[[ DATA PROVIDED, beginning ]]

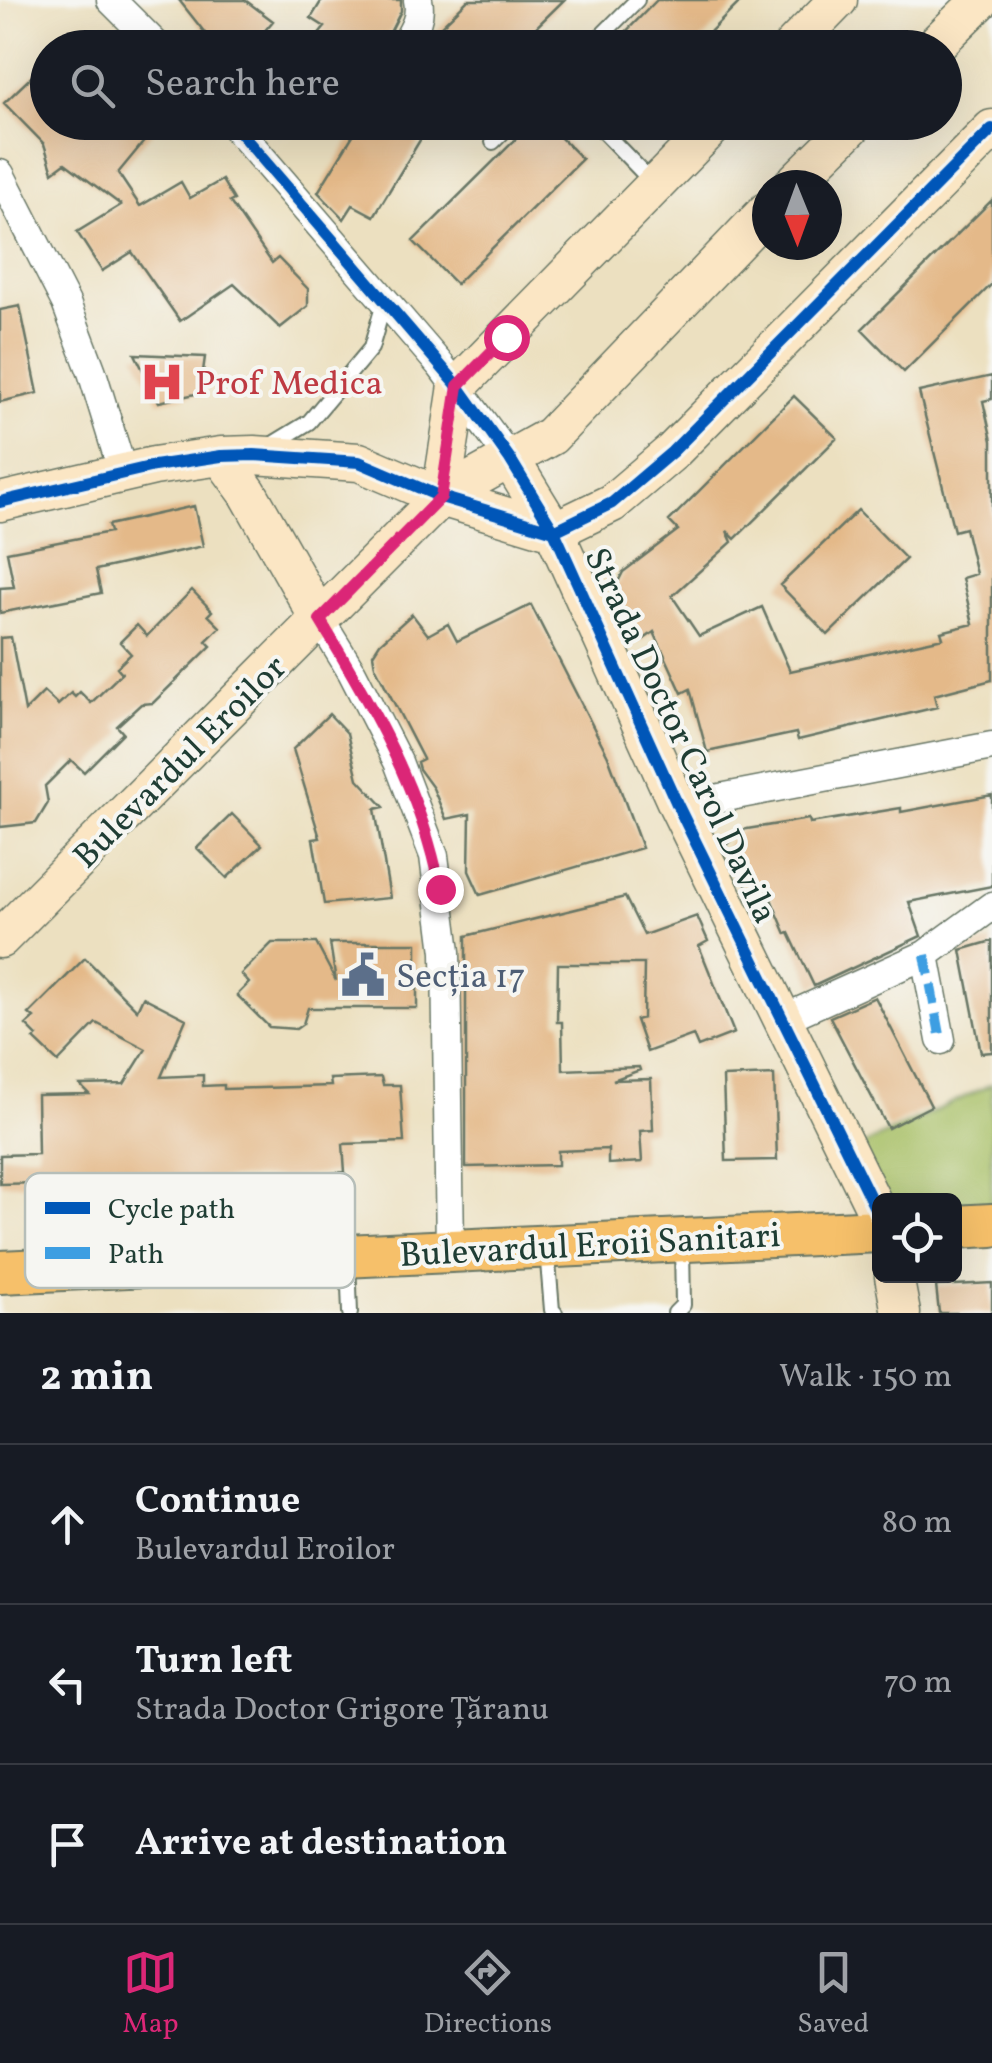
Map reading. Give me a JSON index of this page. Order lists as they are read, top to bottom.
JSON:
{
  "streets": {
    "main road": ["Bulevardul Eroii Sanitari"],
    "street": ["Strada Doctor Carol Davila", "Bulevardul Eroilor"]
  },
  "crossings": [
    ["Strada Doctor Carol Davila", "Bulevardul Eroilor"]
  ],
  "places": {
    "hospital": ["Prof Medica"],
    "public building": ["Secția 17"]
  },
  "legend": ["Cycle path", "Path"],
  "north": "bottom",
  "page": {
    "search": "Search here",
    "heading": ["2 min", "Walk · 150 m"],
    "list": [
      ["Continue", "Bulevardul Eroilor", "80 m"],
      ["Turn left", "Strada Doctor Grigore Țăranu", "70 m"],
      "Arrive at destination"
    ],
    "nav": ["Map", "Directions", "Saved"]
  }
}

[[ DATA PROVIDED, end ]]

PROBLEM DETAILS: Write out the records above exactly as they stand, leaving out every picture.

ANSWER FOR THIS EXERCISE:
Map reading. Give me a JSON index of this page. Order lists as they are read, top to bottom.
JSON:
{
  "streets": {
    "main road": ["Bulevardul Eroii Sanitari"],
    "street": ["Strada Doctor Carol Davila", "Bulevardul Eroilor"]
  },
  "crossings": [
    ["Strada Doctor Carol Davila", "Bulevardul Eroilor"]
  ],
  "places": {
    "hospital": ["Prof Medica"],
    "public building": ["Secția 17"]
  },
  "legend": ["Cycle path", "Path"],
  "north": "bottom",
  "page": {
    "search": "Search here",
    "heading": ["2 min", "Walk · 150 m"],
    "list": [
      ["Continue", "Bulevardul Eroilor", "80 m"],
      ["Turn left", "Strada Doctor Grigore Țăranu", "70 m"],
      "Arrive at destination"
    ],
    "nav": ["Map", "Directions", "Saved"]
  }
}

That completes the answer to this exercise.